I loved that I learned something that I can actually implement in my own research project. As a person who is far from being tech savvy, learning to code and understanding why my code was or was not working was a big challenge. Understanding the concepts and the math behind machine learning algorithms also took a lot of practice.
I thought that incorporating machine learning in healthcare would be relatively straight forward - gathering data, training the model and getting a predicted outcome. But after putting together our own group project, I realized it was more sophisticated than that. Methods for collecting data vary across different institutions, pre-processing data also depends on who is pre-processing them and what method we use, and most importantly, ethical issues regarding data collection and diagnosis is what we have to work around. With growing number of machine learning models being introduced into healthcare, I wanted to put in more of my time in machine learning research and development.
With the tools that I gained from this course and with the data that I have, I am excited to take my project a step further and integrate machine learning models in healthcare, not necessarily to replace the tools we have but to assist in parallel.”
Emily So, Masters of Science in the Department of Medical Biophysics
“I joined this course because I already work in research involving Machine Learning and I was interested in supplementing my education in a healthcare perspective.
This course was different to other grad courses I have taken based on the learning experience. It was much more hands on than other courses and felt less like a “speaker series” - this course offered a lot more translatable skills to tasks.
The highlight for me was how immersive it was. The assignments and projects provided by Dr. Wang prepared you very well to tackle machine learning problems by yourself.
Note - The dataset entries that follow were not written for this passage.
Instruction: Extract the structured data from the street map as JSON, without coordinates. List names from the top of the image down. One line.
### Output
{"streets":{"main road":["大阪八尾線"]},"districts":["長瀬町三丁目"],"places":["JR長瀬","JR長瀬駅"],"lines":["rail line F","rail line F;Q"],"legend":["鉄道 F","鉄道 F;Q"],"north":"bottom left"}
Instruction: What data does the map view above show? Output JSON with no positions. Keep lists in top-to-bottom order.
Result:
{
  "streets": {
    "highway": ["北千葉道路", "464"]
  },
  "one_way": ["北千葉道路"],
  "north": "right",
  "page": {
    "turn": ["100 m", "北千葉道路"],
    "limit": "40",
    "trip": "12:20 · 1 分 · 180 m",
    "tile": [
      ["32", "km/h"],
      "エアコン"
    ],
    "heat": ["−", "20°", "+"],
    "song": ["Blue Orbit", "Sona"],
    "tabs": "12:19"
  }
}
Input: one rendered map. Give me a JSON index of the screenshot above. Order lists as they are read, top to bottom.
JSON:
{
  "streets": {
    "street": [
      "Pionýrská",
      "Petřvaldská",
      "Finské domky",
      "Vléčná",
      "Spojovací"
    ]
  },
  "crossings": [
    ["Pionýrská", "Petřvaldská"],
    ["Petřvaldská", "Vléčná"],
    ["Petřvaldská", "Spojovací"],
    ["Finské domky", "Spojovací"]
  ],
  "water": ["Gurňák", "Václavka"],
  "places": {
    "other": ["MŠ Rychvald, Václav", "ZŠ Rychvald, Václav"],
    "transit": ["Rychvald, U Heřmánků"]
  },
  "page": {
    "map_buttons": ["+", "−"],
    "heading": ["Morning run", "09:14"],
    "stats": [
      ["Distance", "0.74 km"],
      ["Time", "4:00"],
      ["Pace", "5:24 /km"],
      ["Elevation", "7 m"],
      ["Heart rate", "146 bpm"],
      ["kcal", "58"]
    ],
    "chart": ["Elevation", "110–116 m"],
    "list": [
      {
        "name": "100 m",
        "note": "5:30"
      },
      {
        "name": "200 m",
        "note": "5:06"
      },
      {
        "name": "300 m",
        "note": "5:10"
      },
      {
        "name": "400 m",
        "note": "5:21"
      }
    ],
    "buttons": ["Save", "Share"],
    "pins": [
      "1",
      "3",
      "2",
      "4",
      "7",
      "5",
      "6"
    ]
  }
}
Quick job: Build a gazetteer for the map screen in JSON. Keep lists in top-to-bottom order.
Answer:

The most challenging part was that the concepts were a bit more advanced in theory than other “Intro to Machine Learning” courses I have taken. Without the previous background in computer science I had, I would have found these concepts to be at a bit steeper learning curve.
It reinforced how machine learning could be applied in very interesting ways to solve well known problems in the clinical space. Now, I am encouraged to try new approaches that I learned from this course for machine learning tasks in my own research.”
Azadeh Bojmehrani, The Translational Research Program (MHSc), Temerty Medicine
“I joined this course because I am so interested in AI and machine learning in medicine - as the technology advances it will improve the health and medical system. This course had such a different and multidisciplinary approach which appealed to me.
The course was easy to follow, focused on specific subjects and had great Teaching Assistant (Adamo Young) and professor. It really challenged me in how we can implement machine learning in medicine.
Now I know more about machine learning and how we can use it to improve healthcare, so I will look more closely to issues and find the unmet need to make new helpful and reliable translational impacts.”